Feature

Party leaders swinging to Obama despite a Clinton win

Democratic Party leaders and superdelegates were breaking for Barack Obama this week, calling him the party

What happened
Democratic Party leaders and superdelegates were breaking for Barack Obama this week, calling him the party’s presumptive nominee despite Hillary Clinton’s landslide victory in the West Virginia primary. Clinton won the contest by a two-to-one margin on the strength of support from the rural state’s white, working-class voters. But it appeared to be too little, too late. Obama picked up 30 new superdelegates in the past week, including former party chairman Roy Romer and elder statesman George McGovern, who switched his allegiance from Clinton. Obama now leads Clinton in superdelegates, as well as in pledged delegates and the popular vote. “The math is controlling,” Romer said. He said it was “time for the party to unify… and begin the general election.”

Visibly buoyed by her big win in West Virginia, Clinton vowed to fight on. “I am more determined than ever to carry on this campaign,” she told cheering supporters. Obama, meanwhile, turned his attention to Republican John McCain and the general election. “There is a lot of talk these days about how the Democratic Party is divided,” the Illinois senator said. “I know that we’ll be able to come together quickly behind a common purpose.”

What the editorials said
“The long co-dependency is over,” said The Wall Street Journal. For 16 years, Democrats indulged Bill and Hillary Clinton’s slippery politicking, loose ethics, and ideological triangulation because they wanted to win. But with the rise of Obama, “something more than a return to the trench warfare of the 1990s seemed possible.” Hillary might not be ready to face the music, but her party is already dancing with a new partner.

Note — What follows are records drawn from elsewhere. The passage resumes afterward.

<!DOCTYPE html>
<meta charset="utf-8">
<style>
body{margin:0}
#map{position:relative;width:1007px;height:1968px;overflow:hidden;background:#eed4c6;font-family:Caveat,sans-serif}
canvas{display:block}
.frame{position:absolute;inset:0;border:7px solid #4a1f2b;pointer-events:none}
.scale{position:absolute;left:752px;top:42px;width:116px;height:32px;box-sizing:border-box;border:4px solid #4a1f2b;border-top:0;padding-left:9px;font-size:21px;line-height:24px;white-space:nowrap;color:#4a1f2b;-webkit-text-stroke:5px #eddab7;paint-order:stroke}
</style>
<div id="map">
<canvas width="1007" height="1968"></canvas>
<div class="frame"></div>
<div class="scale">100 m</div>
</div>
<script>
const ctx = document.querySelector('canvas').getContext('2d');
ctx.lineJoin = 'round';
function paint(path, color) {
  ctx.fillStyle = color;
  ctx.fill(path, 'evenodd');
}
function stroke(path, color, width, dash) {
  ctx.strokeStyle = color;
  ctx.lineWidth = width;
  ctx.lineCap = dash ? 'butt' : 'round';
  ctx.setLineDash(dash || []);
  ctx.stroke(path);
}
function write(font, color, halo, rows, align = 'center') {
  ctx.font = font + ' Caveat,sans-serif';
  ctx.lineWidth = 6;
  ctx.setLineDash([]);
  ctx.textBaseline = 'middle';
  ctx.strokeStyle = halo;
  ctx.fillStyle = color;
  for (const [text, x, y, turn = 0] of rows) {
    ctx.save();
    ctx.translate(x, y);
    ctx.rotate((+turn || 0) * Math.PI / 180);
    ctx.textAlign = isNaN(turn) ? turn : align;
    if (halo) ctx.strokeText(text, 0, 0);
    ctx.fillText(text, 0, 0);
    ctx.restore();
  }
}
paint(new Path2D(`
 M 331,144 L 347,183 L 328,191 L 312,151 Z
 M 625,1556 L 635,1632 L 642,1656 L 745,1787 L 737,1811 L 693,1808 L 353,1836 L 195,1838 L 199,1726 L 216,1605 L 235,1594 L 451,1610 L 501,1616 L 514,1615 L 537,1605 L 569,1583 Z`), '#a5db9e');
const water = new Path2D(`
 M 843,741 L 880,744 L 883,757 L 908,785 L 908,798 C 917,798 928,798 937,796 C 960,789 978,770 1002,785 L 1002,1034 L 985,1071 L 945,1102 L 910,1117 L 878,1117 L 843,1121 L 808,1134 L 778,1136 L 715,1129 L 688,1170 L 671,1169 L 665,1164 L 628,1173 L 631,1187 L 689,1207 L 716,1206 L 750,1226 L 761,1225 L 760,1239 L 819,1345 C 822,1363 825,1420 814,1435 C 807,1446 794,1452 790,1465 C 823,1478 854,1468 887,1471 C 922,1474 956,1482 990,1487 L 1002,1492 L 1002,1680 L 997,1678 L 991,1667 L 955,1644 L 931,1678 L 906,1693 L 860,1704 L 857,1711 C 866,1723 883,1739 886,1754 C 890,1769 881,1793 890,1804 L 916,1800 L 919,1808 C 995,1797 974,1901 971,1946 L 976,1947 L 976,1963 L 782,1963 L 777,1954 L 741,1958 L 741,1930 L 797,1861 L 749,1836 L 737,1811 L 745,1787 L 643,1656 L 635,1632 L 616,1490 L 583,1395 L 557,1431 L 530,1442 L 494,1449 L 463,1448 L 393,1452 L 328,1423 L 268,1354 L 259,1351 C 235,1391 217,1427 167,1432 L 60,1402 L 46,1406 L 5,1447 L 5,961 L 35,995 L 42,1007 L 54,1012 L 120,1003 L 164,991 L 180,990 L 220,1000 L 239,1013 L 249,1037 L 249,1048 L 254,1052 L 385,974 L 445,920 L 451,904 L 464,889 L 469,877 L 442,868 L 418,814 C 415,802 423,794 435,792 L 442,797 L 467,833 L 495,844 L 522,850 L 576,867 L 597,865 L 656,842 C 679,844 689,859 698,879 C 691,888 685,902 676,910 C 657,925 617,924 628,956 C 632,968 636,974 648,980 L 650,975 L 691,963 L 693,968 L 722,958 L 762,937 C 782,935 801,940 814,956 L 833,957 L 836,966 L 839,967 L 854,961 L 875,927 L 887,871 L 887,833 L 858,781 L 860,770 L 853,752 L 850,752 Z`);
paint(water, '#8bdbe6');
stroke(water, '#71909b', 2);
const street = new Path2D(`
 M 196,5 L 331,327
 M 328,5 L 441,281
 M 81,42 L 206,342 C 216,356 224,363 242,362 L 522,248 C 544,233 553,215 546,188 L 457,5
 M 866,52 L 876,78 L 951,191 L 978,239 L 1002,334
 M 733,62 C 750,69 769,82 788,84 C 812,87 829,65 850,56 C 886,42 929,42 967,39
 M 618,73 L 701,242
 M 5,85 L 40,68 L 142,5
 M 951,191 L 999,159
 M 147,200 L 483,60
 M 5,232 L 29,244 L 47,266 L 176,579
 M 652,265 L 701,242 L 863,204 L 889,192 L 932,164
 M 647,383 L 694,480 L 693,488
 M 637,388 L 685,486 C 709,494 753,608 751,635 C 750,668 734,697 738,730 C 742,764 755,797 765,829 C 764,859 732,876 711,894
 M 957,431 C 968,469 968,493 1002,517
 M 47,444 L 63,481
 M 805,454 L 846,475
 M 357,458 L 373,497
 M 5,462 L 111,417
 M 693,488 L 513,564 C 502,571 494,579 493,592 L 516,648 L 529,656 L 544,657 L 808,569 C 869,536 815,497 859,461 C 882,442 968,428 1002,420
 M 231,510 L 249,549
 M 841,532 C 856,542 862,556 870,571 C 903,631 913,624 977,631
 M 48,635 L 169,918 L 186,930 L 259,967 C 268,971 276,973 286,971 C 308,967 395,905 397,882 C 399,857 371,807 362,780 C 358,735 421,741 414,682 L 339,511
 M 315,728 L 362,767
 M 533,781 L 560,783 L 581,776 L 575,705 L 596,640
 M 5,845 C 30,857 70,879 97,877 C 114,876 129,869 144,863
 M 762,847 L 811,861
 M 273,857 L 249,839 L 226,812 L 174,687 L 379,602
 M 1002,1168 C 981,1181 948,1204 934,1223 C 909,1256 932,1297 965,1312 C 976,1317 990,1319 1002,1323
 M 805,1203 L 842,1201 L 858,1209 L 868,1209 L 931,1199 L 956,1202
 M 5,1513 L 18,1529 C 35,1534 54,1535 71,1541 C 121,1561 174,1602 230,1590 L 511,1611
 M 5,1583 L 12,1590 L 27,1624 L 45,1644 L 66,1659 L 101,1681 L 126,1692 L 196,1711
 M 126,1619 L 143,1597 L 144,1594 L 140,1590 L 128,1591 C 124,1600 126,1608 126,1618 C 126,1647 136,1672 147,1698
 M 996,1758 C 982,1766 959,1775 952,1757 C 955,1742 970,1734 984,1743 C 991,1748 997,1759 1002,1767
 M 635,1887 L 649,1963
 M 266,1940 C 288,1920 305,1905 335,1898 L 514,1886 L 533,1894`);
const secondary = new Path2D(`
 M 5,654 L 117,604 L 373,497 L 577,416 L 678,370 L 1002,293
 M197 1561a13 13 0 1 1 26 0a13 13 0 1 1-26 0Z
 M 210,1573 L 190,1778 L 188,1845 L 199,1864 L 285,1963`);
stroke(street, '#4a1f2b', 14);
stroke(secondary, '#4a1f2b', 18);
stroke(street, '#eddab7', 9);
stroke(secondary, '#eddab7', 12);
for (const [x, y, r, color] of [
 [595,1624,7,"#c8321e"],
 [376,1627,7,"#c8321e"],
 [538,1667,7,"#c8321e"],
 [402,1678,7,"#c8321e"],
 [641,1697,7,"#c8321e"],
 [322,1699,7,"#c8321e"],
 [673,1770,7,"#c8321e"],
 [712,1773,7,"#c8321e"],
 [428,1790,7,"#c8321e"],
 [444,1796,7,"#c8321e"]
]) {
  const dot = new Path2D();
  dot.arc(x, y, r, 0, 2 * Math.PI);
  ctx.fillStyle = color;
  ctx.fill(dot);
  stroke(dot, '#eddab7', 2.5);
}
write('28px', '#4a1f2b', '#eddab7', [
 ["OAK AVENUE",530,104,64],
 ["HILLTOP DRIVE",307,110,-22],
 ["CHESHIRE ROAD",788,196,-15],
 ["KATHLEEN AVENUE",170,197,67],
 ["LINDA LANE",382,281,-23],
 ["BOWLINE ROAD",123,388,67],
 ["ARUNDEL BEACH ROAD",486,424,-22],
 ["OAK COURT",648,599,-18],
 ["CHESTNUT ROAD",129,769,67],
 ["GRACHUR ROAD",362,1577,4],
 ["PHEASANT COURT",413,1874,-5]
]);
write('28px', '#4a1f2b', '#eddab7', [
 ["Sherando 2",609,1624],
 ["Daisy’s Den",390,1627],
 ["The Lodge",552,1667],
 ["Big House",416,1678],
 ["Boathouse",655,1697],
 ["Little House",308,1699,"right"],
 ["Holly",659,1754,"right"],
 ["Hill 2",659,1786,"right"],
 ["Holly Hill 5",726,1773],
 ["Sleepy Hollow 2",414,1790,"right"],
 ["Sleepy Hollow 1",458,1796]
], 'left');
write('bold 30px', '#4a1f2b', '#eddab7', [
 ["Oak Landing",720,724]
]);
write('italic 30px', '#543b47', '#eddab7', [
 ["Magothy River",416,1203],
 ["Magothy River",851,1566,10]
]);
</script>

Clinton has every right to keep fighting, said The New York Times. What matters is how she does it. Her victory in West Virginia came after a round of “negative campaigning with disturbing racial undertones.” To the dismay of many Democratic Party leaders, she said Obama couldn’t get the support of “hardworking Americans, white Americans.” That kind of divisive rhetoric is beneath a serious candidate. If she can’t find her way back to the high road, “Clinton’s reputation will suffer more harm than it already has.”

What the columnists said
Clinton doesn’t only have a right to stay in the race, said Ellen R. Malcolm in The Washington Post. She has a responsibility to do so. Women of Clinton’s generation were too often told that when the competition got tough, they should “curtsy and exit stage right.” Clinton didn’t get to be the hero of working-class women by quitting just because the men in charge said she must.

The big question now is, “What does Hillary want?” said Michael Tackett in the Chicago Tribune. If the New York senator earnestly campaigns for Obama in the fall, she could help him “with her newfound friends, those working-class white guys swilling Budweiser,” as well as with the millions of women “who sustained her candidacy and very nearly delivered her the nomination.” No one knows yet what she’s seeking from Obama and Democratic Party leaders, but she has “a remarkable amount of leverage,” and you can be sure that they’ll have to consider giving her what she wants.

Obama, meanwhile, should be worried, said Maureen Dowd in The New York Times. Exit polls showed that race played a major role in West Virginia, and journalists and Obama volunteers reported hearing a slew of subtle and overt racist language. If Obama wants to change West Virginians’ attitudes, he “should study how JFK managed to win there despite raging anti-Catholicism.” It will require a lot of groundwork, a lot of charm, and a lot of payouts to influential local politicians.

What next?
There are five more primaries and caucuses before June 4. Clinton is favored in two, Obama in three. But the most decisive event could be a meeting in late May of the Democrats’ Rules and Bylaws Committee, which will decide what to do about Florida’s and Michigan’s delegates, who have not been counted because those states defied party rules. Half the committee members are Clinton supporters, said Jonathan Alter in Newsweek, and they might insist on opening the question to the entire convention in August. “That doesn’t guarantee a floor fight, but the threat of one gives Hillary a weapon to use both in private and public.”